TASK DIRECTIONS = Work out how many lines in the listing below carry the word "hidden". Give that number alone.

EXERCISE INPUTS =
■ ■ ■ ■ ■
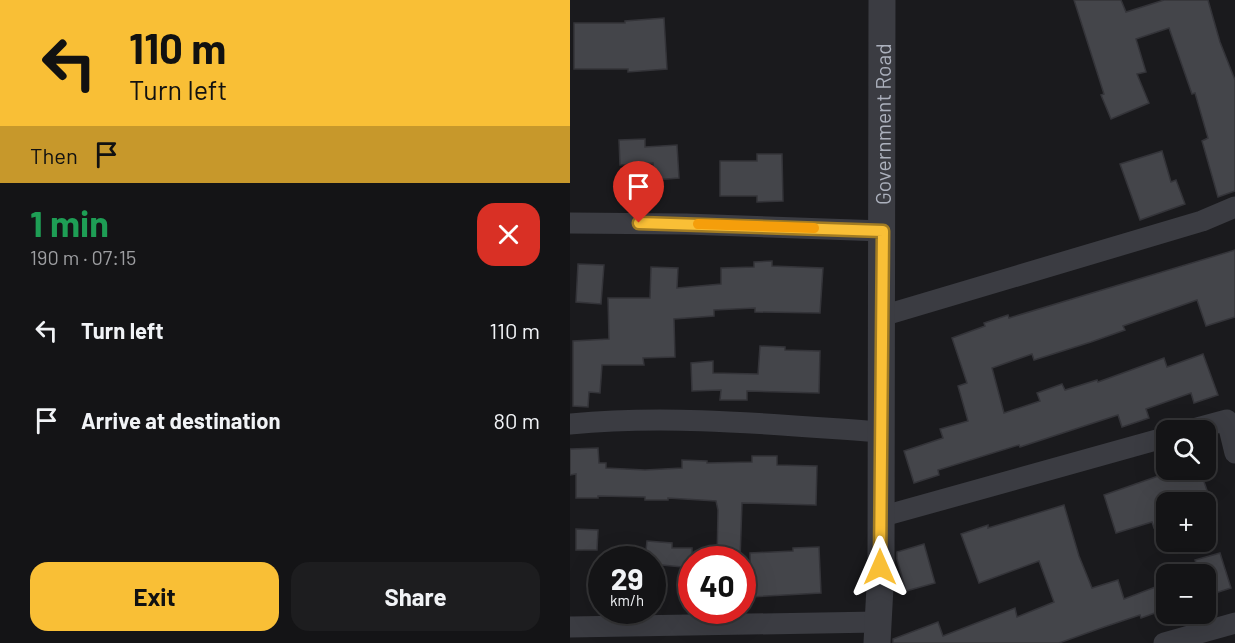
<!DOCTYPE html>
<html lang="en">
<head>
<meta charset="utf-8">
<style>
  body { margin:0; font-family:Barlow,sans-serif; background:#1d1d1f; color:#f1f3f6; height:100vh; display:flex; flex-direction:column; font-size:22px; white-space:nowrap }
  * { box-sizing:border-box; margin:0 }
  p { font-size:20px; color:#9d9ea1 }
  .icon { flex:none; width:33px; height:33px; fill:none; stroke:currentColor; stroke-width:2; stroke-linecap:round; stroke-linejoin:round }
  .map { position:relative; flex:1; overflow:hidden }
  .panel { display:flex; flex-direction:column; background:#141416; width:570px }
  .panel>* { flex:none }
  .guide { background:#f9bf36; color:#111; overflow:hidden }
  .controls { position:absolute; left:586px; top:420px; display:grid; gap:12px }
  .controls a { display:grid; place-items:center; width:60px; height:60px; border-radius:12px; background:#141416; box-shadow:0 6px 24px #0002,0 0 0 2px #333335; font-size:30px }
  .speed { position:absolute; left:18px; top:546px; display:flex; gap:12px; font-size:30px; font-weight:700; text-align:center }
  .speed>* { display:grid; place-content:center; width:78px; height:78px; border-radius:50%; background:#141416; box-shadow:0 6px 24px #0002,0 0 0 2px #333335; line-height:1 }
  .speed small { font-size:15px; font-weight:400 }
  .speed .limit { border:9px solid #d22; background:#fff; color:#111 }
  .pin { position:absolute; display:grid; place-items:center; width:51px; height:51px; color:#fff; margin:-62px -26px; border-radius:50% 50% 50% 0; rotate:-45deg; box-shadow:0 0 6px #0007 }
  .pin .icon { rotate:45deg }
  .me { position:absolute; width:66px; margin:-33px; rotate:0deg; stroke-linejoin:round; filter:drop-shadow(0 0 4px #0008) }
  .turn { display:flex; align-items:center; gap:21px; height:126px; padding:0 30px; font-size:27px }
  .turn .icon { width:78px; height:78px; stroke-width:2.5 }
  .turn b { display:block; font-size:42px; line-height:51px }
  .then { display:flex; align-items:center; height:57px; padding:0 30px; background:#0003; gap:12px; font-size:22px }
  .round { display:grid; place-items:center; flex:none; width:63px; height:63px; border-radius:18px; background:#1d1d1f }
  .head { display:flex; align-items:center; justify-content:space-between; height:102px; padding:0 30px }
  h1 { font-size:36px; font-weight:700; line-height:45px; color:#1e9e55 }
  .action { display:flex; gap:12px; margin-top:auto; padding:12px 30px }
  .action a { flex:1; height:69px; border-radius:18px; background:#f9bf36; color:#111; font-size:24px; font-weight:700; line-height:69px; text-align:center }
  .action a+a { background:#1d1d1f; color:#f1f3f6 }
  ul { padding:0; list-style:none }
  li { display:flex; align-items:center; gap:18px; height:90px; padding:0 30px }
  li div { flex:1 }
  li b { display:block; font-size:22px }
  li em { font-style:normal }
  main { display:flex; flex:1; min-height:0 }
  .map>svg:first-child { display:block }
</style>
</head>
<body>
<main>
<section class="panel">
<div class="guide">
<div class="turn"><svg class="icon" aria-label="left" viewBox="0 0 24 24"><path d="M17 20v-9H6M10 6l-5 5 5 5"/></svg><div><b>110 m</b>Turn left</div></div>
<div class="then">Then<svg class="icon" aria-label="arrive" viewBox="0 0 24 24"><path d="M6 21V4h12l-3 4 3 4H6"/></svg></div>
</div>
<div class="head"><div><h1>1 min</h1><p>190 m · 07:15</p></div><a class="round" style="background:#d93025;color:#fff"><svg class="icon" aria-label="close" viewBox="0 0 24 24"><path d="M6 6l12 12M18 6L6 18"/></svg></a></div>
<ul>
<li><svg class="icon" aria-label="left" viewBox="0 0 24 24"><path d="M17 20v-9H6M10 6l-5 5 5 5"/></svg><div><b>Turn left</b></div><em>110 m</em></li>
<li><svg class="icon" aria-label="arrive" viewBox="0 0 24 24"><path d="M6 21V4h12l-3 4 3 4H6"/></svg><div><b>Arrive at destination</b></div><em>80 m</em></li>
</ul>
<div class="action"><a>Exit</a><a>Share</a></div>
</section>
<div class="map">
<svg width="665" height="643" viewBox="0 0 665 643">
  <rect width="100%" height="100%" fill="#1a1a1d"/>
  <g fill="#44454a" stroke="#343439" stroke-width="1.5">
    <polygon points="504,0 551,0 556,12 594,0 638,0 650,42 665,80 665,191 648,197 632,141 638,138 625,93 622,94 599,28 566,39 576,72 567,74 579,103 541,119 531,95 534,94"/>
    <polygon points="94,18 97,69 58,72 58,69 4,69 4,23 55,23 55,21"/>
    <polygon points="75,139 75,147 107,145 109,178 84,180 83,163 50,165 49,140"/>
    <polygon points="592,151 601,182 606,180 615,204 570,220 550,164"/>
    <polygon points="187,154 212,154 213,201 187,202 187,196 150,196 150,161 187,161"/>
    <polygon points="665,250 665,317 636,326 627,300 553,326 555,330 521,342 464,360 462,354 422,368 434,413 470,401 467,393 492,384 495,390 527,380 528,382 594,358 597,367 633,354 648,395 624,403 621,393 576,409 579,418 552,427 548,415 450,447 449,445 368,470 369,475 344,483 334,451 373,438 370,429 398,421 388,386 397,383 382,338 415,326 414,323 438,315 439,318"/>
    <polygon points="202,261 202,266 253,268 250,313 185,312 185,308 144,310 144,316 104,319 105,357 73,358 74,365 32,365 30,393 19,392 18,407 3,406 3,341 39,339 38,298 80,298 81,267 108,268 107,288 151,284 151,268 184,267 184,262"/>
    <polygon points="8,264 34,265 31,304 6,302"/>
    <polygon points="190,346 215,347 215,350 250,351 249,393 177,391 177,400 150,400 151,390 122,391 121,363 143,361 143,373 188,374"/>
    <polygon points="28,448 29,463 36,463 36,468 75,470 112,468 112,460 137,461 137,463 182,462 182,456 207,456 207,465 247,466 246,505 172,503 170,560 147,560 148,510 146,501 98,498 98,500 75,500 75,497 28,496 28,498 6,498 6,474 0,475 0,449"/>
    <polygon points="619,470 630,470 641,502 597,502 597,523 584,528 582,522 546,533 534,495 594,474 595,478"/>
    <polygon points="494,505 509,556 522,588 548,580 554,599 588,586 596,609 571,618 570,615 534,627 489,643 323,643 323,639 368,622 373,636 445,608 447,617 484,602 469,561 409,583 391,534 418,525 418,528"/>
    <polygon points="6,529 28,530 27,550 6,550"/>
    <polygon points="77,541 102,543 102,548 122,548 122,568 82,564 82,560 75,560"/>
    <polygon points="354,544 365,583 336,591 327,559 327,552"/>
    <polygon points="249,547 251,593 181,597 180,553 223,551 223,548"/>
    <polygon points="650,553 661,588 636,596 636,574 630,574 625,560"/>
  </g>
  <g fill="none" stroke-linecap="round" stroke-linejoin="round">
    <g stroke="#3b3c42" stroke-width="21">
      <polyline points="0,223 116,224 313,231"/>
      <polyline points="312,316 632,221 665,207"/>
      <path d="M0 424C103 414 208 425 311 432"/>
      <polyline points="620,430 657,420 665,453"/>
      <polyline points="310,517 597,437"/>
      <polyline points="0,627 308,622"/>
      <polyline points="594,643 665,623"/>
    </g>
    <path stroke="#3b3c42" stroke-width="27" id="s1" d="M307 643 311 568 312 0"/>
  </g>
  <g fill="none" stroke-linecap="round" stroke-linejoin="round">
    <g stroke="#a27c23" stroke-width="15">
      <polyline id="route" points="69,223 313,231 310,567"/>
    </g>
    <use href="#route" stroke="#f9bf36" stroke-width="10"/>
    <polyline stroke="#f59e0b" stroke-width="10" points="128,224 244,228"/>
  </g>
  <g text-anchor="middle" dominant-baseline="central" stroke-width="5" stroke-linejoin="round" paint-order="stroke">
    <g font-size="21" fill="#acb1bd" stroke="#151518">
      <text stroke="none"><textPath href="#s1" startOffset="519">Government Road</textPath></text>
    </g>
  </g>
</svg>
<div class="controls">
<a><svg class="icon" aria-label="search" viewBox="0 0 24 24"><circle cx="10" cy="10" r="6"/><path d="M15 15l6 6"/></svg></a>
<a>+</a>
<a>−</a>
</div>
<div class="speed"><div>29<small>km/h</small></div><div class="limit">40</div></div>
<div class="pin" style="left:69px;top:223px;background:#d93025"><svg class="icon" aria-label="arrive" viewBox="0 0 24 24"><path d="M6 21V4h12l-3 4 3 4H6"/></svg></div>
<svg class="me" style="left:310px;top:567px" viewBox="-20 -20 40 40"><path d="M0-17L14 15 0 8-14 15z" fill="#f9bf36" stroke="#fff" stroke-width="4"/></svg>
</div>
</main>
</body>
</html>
■ ■ ■ ■ ■
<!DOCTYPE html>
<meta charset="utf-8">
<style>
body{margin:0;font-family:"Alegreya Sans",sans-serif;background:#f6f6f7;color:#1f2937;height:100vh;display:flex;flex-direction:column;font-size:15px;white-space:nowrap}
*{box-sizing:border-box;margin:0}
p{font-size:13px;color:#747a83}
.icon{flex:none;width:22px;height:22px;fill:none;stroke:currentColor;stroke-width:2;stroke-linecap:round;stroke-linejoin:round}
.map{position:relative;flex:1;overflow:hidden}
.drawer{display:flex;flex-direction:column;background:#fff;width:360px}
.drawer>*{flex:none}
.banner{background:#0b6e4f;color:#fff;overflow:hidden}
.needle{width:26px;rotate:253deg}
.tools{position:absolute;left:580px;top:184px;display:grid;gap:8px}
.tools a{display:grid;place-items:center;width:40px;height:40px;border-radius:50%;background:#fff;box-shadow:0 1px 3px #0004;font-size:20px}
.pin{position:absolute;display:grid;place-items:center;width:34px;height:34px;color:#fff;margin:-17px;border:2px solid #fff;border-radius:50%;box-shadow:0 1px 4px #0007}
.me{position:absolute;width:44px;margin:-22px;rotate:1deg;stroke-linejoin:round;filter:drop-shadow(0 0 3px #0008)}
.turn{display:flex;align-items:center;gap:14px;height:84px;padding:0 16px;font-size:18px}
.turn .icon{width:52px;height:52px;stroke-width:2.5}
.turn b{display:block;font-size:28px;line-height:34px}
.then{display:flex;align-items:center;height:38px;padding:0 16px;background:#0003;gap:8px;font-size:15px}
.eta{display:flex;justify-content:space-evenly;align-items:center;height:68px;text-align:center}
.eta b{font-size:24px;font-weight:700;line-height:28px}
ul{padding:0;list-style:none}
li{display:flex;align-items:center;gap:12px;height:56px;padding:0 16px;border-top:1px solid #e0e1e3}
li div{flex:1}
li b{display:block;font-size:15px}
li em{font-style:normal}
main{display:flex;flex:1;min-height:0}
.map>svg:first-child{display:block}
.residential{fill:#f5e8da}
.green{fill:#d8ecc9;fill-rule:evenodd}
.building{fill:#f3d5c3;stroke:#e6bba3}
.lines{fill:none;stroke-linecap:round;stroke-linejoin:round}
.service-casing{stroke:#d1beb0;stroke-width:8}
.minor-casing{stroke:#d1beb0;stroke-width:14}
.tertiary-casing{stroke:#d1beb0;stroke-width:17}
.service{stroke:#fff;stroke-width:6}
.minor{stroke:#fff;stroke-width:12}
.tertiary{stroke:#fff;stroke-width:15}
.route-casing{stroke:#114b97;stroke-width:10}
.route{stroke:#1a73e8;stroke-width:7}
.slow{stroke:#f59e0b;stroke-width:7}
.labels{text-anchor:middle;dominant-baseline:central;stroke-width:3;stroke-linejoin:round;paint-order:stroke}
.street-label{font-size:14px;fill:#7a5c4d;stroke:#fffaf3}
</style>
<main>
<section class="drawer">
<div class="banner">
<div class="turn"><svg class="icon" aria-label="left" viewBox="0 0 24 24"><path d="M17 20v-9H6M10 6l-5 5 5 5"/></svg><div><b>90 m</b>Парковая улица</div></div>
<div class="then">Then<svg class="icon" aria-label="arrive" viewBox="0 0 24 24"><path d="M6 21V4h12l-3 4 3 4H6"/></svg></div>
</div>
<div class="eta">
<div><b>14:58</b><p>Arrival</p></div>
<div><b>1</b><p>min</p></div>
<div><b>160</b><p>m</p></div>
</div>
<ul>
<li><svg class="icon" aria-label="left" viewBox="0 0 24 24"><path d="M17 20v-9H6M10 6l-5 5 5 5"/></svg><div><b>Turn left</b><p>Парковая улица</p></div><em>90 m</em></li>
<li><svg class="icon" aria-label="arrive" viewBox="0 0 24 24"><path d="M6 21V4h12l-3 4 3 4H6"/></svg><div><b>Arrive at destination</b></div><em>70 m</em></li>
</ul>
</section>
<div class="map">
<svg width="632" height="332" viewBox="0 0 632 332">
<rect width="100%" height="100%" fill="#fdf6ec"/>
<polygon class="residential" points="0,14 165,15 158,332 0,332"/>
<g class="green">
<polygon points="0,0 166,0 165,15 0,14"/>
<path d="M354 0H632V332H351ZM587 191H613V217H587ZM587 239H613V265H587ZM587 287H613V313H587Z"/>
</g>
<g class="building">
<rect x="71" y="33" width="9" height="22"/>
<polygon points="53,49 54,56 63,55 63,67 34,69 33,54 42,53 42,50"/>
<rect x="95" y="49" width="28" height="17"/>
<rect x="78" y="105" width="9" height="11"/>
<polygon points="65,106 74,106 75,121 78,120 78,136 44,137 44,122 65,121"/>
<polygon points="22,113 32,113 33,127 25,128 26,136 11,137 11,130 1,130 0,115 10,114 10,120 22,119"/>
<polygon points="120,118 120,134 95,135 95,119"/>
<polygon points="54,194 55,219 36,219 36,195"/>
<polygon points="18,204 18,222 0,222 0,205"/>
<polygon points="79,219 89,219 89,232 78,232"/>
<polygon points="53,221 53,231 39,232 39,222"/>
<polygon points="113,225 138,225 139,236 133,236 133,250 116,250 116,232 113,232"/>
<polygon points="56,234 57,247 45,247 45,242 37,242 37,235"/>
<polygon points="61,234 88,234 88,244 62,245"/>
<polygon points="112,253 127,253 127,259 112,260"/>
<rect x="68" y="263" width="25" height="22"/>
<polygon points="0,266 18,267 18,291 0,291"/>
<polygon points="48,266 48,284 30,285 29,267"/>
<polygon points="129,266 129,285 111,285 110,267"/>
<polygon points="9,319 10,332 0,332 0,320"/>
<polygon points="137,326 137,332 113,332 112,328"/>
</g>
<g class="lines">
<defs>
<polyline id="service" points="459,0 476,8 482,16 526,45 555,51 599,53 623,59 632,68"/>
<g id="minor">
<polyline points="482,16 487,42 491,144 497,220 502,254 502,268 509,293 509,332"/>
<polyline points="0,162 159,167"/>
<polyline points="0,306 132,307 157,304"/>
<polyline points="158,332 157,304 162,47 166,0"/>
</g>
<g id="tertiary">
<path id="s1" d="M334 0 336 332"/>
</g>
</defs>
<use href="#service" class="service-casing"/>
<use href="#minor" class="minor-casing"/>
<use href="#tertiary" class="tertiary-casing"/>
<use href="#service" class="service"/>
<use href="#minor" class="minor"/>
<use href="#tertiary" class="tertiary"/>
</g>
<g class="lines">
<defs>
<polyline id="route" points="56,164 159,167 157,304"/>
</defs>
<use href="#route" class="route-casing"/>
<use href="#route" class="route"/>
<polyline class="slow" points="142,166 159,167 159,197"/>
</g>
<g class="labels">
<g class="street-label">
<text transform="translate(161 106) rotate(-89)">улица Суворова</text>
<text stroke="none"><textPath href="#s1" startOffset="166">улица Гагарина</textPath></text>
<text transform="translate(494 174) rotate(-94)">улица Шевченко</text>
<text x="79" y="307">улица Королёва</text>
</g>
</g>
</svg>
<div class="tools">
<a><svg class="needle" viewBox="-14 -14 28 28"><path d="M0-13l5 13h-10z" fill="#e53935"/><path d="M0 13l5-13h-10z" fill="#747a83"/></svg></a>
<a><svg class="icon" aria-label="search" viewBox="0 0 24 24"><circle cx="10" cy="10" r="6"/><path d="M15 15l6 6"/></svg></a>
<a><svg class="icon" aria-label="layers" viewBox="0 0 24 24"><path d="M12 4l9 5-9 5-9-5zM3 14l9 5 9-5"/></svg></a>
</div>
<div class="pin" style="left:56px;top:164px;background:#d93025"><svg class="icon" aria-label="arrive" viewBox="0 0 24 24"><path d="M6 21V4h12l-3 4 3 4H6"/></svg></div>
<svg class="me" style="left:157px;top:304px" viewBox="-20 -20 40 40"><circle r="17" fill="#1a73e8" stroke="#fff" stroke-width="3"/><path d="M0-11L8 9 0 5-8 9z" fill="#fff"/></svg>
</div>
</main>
■ ■ ■ ■ ■
SOLUTION = 4